# YOUR OBJECTIVE:
Print all of the entries exactly, minus the pictures.

# MATERIAL FOR THIS TASK:
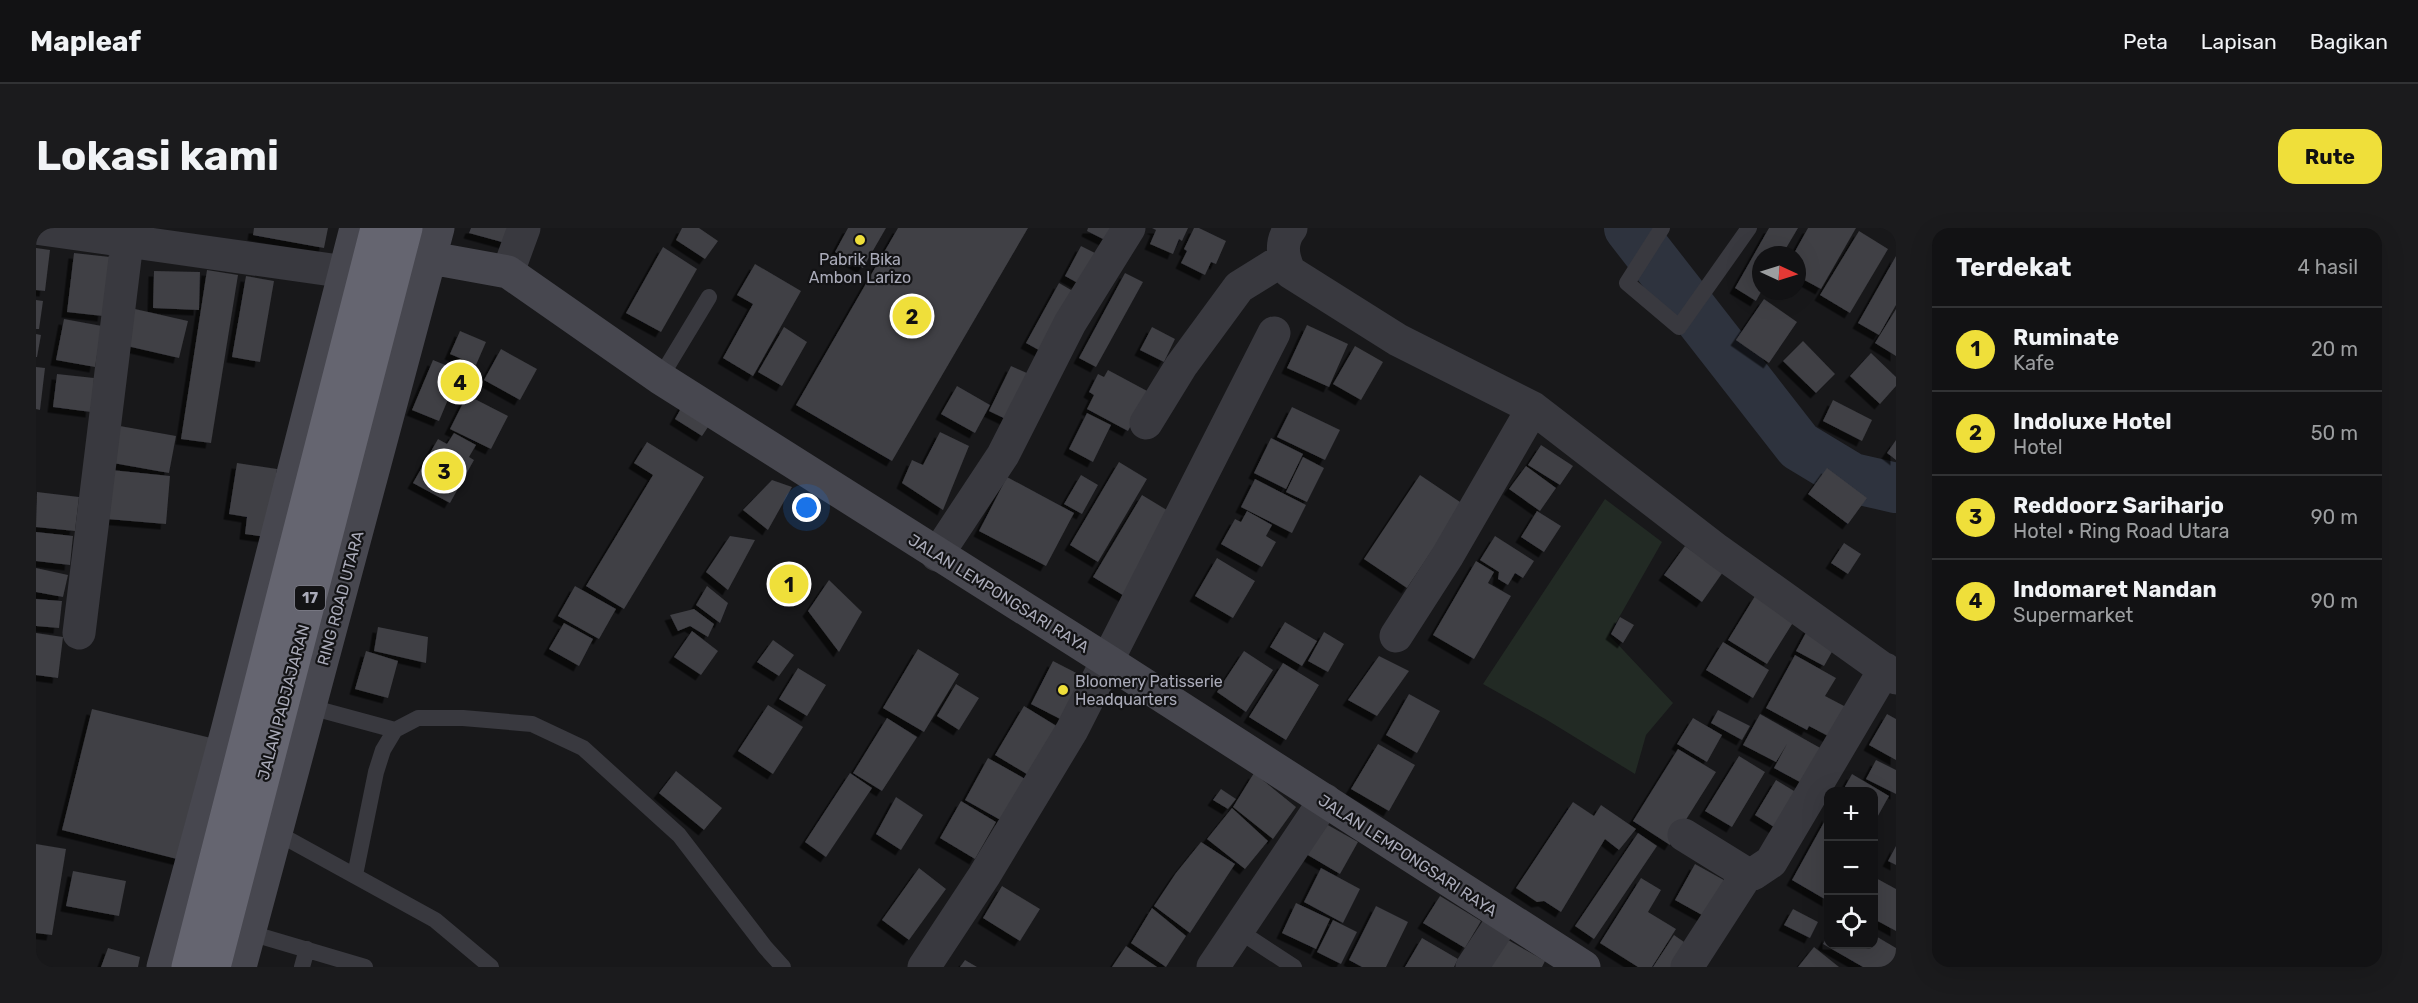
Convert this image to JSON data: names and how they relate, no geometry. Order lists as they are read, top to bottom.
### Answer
{
  "streets": {
    "highway": ["17", "JALAN PADJAJARAN"],
    "street": ["JALAN LEMPONGSARI RAYA", "RING ROAD UTARA"]
  },
  "places": ["Pabrik Bika Ambon Larizo", "Bloomery Patisserie Headquarters"],
  "north": "right",
  "page": {
    "header": "Mapleaf",
    "nav": ["Peta", "Lapisan", "Bagikan"],
    "buttons": "Rute",
    "title": "Lokasi kami",
    "heading": ["Terdekat", "4 hasil"],
    "pins": [
      "2",
      "4",
      "3",
      "1"
    ],
    "list": [
      {
        "mark": "1",
        "name": "Ruminate",
        "note": "Kafe",
        "value": "20 m"
      },
      {
        "mark": "2",
        "name": "Indoluxe Hotel",
        "note": "Hotel",
        "value": "50 m"
      },
      {
        "mark": "3",
        "name": "Reddoorz Sariharjo",
        "note": "Hotel · Ring Road Utara",
        "value": "90 m"
      },
      {
        "mark": "4",
        "name": "Indomaret Nandan",
        "note": "Supermarket",
        "value": "90 m"
      }
    ],
    "map_buttons": ["+", "−"]
  }
}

# FINAL ANSWER:
Convert this image to JSON data: names and how they relate, no geometry. Order lists as they are read, top to bottom.
### Answer
{
  "streets": {
    "highway": ["17", "JALAN PADJAJARAN"],
    "street": ["JALAN LEMPONGSARI RAYA", "RING ROAD UTARA"]
  },
  "places": ["Pabrik Bika Ambon Larizo", "Bloomery Patisserie Headquarters"],
  "north": "right",
  "page": {
    "header": "Mapleaf",
    "nav": ["Peta", "Lapisan", "Bagikan"],
    "buttons": "Rute",
    "title": "Lokasi kami",
    "heading": ["Terdekat", "4 hasil"],
    "pins": [
      "2",
      "4",
      "3",
      "1"
    ],
    "list": [
      {
        "mark": "1",
        "name": "Ruminate",
        "note": "Kafe",
        "value": "20 m"
      },
      {
        "mark": "2",
        "name": "Indoluxe Hotel",
        "note": "Hotel",
        "value": "50 m"
      },
      {
        "mark": "3",
        "name": "Reddoorz Sariharjo",
        "note": "Hotel · Ring Road Utara",
        "value": "90 m"
      },
      {
        "mark": "4",
        "name": "Indomaret Nandan",
        "note": "Supermarket",
        "value": "90 m"
      }
    ],
    "map_buttons": ["+", "−"]
  }
}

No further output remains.